◆ **Exercise instructions**: In the entries below, find each line with the word "erfang" and return it.

Data for processing START

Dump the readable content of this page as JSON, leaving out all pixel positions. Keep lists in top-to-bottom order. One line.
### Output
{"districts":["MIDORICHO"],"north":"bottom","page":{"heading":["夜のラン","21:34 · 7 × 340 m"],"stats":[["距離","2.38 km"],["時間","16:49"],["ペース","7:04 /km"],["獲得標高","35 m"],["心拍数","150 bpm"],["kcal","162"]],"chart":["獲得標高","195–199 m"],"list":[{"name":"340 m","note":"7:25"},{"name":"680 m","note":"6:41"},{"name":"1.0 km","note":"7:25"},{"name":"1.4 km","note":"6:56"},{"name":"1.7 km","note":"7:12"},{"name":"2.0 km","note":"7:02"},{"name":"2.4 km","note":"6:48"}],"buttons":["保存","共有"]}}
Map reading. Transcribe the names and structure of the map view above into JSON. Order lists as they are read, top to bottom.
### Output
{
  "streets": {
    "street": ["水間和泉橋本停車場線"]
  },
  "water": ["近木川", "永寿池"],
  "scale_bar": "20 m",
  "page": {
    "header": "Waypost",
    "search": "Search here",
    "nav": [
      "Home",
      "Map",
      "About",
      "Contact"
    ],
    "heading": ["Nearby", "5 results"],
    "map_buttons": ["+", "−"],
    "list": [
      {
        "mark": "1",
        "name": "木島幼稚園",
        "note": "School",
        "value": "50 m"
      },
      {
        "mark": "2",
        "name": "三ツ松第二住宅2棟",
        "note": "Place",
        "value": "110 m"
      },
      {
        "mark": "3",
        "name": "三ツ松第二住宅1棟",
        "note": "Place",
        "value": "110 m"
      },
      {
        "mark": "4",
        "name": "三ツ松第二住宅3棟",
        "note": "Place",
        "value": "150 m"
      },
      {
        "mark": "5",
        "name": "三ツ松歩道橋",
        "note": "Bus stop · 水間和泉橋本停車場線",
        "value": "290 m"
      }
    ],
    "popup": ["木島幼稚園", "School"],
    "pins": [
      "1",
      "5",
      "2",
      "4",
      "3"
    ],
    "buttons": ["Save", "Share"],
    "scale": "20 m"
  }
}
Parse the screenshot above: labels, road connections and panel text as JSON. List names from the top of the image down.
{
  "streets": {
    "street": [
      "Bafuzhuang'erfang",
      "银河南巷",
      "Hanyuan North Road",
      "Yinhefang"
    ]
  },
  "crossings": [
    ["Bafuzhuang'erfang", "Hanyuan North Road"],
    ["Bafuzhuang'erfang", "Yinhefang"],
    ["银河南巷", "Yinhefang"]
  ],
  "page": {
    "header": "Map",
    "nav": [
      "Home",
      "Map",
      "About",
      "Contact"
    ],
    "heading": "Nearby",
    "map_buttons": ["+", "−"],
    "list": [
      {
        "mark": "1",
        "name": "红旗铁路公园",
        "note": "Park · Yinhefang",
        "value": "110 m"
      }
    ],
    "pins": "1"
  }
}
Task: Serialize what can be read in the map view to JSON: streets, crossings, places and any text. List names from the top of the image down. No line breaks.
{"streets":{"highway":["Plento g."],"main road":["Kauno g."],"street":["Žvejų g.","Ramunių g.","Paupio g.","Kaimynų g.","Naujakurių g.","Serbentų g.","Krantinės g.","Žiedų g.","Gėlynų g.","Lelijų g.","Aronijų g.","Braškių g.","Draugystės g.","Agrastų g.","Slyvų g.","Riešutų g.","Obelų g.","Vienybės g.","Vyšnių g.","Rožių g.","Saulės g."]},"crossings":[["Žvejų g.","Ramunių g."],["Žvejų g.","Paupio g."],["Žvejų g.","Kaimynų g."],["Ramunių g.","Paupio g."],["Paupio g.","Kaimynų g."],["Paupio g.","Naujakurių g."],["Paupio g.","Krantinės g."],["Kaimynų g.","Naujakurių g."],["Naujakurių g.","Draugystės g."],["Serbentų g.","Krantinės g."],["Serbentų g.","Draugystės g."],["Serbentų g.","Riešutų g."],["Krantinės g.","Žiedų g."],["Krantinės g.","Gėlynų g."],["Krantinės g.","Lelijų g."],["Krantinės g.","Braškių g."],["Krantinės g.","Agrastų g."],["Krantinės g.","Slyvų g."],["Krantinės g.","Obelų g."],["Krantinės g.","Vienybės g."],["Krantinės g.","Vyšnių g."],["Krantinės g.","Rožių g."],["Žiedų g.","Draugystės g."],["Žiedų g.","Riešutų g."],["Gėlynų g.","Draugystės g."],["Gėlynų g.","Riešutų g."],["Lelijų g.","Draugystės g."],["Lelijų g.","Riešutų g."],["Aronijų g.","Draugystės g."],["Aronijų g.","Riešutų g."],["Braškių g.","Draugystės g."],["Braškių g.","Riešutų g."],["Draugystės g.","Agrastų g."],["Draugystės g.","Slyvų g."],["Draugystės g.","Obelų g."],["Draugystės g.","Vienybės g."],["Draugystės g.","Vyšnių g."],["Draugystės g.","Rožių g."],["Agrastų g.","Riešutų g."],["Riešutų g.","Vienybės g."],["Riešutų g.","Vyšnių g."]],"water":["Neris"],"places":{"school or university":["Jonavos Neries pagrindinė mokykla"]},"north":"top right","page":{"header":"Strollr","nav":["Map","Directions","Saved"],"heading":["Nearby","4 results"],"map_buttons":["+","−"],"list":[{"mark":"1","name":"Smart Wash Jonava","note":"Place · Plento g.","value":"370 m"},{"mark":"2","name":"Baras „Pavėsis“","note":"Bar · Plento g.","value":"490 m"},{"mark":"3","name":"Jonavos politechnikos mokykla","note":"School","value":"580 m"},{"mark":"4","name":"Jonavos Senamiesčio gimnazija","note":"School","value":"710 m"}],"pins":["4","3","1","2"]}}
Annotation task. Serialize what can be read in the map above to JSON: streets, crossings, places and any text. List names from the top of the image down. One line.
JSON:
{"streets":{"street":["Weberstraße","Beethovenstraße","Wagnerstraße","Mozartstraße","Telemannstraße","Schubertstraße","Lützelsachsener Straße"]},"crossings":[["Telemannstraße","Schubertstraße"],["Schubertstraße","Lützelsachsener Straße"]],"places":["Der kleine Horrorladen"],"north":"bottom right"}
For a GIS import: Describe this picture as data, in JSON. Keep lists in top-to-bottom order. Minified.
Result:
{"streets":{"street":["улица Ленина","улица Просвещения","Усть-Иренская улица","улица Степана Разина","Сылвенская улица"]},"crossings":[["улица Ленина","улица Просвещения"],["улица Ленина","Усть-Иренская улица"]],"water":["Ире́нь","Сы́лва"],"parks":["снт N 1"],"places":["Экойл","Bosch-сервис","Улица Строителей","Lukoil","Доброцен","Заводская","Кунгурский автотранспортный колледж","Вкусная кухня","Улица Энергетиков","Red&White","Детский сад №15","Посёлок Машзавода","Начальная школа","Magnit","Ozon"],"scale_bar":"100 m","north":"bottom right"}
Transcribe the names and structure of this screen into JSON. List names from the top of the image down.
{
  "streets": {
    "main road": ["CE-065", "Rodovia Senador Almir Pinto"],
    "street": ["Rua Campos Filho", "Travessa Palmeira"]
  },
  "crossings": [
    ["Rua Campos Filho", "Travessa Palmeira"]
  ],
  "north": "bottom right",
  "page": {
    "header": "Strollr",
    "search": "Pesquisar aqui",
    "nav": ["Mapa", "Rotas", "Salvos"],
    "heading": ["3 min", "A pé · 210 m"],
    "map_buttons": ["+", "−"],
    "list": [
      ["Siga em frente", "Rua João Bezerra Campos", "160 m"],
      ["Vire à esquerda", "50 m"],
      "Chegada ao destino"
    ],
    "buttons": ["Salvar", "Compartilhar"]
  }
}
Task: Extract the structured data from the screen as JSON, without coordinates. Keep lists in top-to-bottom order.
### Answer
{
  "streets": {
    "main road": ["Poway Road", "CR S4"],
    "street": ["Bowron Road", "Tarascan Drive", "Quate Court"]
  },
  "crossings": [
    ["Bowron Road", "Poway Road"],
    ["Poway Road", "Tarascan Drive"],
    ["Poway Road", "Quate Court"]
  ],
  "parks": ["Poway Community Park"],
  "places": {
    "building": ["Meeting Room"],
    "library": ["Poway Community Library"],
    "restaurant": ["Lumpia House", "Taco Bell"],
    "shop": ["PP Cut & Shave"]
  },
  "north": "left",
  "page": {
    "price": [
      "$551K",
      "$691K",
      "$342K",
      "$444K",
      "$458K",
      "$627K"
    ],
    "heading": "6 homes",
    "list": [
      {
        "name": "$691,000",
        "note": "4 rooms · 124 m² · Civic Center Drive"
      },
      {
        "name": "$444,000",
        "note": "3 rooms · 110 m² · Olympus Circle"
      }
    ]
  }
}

Data for processing END

◆ **Written response**:
      "Bafuzhuang'erfang",
    ["Bafuzhuang'erfang", "Hanyuan North Road"],
    ["Bafuzhuang'erfang", "Yinhefang"],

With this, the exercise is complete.